GRA: Western media confidently say that the fall of the current Syrian regime is inevitable. In your opinion, how well founded this prediction is, and is there some political power that can bring order to this situation?
M.C. I think that the media aspect of the story is essential, as the strictly war and geopolitical ones. Just as said the philosopher Baudrillard Jaen , in a postmodern society that is dominated by a "mediatic" reality, by communication's technologies increasingly pervasive and ambiguous, our situation, he argues, can be likened to a "ipereality." This is due to the total lack of distinction between objects and their representations, as it happens in the media world: the signs lose contact with the meaning of things, so that the end of the twentieth century was marked by her being a witness to the destruction of meanings unprecedented. For Baudrillard, the new electronic media presage a world of pure simulacra, models, code and digitality of artificial images that have become the "real", thus narrowing and eroding any distinction between the "real" world and that of ' mediated image. In essence, the narrative of a given political and institutional context - such as Syria today - always exceeds the actual reality of the facts. U.S. Imperialism has, in Syria today as in the past in Libya, Iraq, Afghanistan, Yugoslavia, the first major weapon in his service: the manipulation of information. Beyond the opinion of each individual on the Syrian political system, some aspects that are not reported by the Western media highlight: Bashar Al Assad is the legitimate President of the Syrian State, not because of some conspiracy or some strange formula, but simply because the majority of the Syrian people has freely elected in free elections, where, until proven otherwise, there is a representative parliamentary system with several parties that can contribute to power. I can not predict the evolution of the situation, I can only hope that Syria will be able to win his epic battle, and maintain its sovereignty and independence in the face of his assailants.

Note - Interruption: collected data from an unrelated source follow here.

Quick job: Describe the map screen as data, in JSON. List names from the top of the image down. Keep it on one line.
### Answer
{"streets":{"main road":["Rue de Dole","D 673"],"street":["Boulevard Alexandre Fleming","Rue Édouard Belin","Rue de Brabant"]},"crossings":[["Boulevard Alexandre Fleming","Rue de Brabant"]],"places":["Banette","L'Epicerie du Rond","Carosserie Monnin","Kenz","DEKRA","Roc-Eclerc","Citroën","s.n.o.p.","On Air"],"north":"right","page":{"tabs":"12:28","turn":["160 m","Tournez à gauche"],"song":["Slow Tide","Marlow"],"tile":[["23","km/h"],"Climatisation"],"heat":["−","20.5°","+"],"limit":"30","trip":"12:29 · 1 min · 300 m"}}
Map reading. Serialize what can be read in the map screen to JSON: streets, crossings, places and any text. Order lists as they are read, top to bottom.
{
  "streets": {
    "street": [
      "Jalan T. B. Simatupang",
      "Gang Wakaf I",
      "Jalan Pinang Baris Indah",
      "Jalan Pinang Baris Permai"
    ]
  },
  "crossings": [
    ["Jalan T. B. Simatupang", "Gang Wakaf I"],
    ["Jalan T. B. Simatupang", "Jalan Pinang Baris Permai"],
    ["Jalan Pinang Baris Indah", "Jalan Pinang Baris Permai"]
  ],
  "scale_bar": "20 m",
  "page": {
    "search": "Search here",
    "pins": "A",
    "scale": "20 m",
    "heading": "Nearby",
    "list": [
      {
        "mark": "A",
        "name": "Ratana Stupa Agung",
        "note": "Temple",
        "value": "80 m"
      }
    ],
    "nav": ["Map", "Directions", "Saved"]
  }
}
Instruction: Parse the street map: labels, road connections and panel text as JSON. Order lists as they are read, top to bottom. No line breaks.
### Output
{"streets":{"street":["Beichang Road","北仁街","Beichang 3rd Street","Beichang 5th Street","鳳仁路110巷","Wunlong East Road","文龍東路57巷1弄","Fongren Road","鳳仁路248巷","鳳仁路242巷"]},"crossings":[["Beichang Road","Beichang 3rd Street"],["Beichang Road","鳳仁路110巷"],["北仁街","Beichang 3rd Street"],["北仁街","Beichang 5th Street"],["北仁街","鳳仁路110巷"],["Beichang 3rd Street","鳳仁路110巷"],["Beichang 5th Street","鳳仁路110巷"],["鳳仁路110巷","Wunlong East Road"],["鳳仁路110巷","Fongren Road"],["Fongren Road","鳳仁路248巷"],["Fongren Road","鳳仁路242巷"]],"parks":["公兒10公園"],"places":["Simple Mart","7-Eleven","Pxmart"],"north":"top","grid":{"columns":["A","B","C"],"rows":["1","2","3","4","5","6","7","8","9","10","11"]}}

GRA: How likely is a forceful U.S. intervention in the Syrian conflict and attempt to violently overthrow the regime of Bashar al-Assad (or the U.S. will keep a distance and will not dare to risk)? Under circumstances of such a possibility, what consequences it will bring to America itself?
M. C. In fact, the Yankee attack has already begun, not even with a direct attack, but through indirect actions, international pressure, economic sanctions, infiltration of mercenaries and terrorists, huge loans to so-called rebels - ground proliferation of Islamic fundamentalism. There is a small detail, of which the United States must take into account: Syria is not alone to fight this epic battle. Yet another no recently expressed by Russia and China about a possible new actions of the Security Council of the United Nations on the Syrian crisis has sparked a real confrontation with the Western countries, also in favor of military solutions instead.
"The Russian position is well known, is balanced, and utterly devoid of emotions, which are ill-adapted to a situation so complicated. So, maybe it would not be correct to say that this position may change in the wake of pressure from anyone, "with these words Dmitry Peskov, spokesman for President Vladimir Putin has sought to stress the point of view of the Kremlin on the difficult situation in the country Arabic after repeated appeals to, more or less diplomatic, addressed by the EU and the U.S. in Moscow not to interfere with their plans for Damascus. Words which did not fail to replicate shortly after U.S. Secretary of State, Hillary Clinton, always with the hypocrisy that characterizes it. "The Russians say they will not want to see a civil war, I tell them that their policy could trigger a civil war," he said from Copenhagen, where he is visiting, the former first lady.